** Data to examine follows **

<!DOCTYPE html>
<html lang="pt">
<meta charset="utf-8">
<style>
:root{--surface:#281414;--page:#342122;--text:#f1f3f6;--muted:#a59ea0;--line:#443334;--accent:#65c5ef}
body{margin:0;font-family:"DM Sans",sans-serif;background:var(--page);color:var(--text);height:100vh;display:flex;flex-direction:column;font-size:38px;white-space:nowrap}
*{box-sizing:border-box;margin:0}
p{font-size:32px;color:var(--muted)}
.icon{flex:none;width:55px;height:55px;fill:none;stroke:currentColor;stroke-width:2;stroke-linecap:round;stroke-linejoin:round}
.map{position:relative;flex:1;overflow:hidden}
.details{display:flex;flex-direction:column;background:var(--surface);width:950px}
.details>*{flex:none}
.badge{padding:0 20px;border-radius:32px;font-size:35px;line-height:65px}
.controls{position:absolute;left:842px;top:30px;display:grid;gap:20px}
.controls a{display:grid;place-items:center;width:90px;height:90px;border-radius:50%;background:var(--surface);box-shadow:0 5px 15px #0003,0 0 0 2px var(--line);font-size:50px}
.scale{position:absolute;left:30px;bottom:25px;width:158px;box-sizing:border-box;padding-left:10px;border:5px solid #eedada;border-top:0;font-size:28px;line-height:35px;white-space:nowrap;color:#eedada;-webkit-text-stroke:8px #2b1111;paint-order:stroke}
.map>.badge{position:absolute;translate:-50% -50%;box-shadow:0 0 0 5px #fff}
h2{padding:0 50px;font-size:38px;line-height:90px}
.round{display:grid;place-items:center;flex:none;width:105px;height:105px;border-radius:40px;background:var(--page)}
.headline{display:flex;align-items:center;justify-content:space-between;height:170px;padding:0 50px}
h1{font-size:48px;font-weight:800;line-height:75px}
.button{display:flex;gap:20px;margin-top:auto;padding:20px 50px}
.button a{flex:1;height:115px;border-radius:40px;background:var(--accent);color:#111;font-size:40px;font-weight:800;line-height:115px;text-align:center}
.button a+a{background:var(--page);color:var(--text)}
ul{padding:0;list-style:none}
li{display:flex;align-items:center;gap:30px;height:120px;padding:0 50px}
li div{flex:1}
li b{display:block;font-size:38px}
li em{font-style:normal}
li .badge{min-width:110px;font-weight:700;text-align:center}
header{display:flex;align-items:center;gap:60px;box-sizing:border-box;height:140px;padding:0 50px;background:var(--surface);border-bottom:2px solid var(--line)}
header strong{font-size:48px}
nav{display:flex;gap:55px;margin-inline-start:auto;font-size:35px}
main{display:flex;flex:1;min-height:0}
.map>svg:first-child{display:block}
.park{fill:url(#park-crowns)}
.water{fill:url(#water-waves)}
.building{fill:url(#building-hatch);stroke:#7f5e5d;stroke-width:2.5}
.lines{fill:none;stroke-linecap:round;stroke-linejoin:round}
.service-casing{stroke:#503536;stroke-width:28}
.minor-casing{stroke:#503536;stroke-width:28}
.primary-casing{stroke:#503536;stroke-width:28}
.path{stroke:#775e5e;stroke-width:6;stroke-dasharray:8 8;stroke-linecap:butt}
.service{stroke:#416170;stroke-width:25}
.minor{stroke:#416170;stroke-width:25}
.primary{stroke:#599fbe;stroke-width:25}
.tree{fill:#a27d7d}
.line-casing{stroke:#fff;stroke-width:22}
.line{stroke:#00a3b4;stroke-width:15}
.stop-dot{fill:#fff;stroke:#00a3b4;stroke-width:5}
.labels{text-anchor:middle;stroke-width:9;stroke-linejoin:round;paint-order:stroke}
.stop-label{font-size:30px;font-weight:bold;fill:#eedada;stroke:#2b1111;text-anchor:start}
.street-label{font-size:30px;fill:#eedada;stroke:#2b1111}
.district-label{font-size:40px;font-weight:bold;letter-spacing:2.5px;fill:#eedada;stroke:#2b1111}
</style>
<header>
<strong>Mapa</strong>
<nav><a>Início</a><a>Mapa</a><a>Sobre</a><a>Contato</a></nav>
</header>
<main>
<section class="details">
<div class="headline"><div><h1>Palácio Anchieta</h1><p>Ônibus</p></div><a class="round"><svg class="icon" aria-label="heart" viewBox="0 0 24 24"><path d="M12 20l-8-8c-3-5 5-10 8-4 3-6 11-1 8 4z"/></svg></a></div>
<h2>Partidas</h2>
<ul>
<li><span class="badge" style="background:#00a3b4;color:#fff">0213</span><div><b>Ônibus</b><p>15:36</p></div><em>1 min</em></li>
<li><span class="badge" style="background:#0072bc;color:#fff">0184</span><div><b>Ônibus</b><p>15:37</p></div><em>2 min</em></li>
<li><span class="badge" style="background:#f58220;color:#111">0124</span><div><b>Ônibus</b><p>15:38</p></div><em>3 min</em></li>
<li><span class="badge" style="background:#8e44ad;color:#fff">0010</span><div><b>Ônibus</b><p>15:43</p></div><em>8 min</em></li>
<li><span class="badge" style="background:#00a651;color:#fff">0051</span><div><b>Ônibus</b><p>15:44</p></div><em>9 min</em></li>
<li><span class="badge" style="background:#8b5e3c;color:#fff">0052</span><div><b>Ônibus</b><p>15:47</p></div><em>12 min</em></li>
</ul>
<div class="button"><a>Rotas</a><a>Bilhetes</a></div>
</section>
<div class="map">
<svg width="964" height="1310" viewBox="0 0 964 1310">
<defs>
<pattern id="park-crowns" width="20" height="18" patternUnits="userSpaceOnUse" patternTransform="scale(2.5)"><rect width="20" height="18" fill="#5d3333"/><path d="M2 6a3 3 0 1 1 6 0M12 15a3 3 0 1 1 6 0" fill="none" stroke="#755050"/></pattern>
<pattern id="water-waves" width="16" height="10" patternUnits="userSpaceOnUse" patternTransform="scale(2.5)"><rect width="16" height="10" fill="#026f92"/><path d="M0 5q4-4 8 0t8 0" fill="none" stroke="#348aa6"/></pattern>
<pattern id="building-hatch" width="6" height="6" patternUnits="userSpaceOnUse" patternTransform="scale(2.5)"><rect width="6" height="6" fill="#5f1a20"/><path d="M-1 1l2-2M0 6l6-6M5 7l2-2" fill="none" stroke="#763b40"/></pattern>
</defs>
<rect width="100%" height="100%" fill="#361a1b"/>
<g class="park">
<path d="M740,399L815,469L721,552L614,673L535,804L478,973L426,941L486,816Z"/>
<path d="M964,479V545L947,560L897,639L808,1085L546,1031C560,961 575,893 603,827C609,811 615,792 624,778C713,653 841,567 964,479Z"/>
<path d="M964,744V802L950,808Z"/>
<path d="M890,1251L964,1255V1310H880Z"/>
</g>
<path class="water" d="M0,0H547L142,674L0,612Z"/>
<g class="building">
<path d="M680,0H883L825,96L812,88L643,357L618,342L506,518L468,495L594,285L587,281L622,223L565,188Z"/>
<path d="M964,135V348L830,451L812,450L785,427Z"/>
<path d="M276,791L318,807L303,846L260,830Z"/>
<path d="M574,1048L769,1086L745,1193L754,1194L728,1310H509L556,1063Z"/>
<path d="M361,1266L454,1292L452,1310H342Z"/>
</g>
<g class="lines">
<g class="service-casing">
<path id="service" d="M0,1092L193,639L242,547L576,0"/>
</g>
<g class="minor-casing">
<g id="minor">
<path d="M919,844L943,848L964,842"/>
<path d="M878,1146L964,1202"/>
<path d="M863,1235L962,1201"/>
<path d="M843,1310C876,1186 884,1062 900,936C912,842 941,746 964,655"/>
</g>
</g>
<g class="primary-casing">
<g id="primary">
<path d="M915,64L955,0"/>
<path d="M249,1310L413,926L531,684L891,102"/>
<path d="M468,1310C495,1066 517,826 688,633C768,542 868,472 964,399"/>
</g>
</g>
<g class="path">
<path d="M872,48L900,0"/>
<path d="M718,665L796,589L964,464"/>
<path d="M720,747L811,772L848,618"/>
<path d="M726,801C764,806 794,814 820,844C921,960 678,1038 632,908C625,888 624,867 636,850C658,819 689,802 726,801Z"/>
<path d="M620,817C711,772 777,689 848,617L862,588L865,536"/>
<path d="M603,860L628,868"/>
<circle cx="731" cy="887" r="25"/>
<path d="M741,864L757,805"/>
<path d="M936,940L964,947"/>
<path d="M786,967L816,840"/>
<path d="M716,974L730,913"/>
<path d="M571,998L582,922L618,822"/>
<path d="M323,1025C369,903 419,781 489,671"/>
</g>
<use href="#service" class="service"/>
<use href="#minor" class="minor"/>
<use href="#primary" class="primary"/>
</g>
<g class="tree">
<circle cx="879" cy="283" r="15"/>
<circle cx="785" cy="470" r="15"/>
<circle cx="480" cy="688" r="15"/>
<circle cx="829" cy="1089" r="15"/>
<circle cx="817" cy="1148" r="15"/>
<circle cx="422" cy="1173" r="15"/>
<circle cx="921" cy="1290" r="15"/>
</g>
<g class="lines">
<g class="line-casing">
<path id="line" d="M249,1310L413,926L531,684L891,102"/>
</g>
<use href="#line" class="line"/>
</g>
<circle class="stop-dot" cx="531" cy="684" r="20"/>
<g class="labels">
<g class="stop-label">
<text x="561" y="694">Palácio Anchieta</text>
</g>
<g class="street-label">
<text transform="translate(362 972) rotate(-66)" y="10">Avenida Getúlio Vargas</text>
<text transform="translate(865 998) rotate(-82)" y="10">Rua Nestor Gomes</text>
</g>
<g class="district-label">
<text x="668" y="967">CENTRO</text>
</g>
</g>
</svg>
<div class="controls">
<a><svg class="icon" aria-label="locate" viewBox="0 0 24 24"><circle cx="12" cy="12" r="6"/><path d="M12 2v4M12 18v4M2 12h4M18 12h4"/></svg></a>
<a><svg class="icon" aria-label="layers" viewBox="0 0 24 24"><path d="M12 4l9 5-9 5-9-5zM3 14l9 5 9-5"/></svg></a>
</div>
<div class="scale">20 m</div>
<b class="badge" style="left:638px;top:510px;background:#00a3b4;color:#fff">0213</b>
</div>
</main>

** End of Data to examine **

**Assigned task**
With "controls" as the string to match, show every line of the entries above that has it.

**Task result**
.controls{position:absolute;left:842px;top:30px;display:grid;gap:20px}
.controls a{display:grid;place-items:center;width:90px;height:90px;border-radius:50%;background:var(--surface);box-shadow:0 5px 15px #0003,0 0 0 2px var(--line);font-size:50px}
<div class="controls">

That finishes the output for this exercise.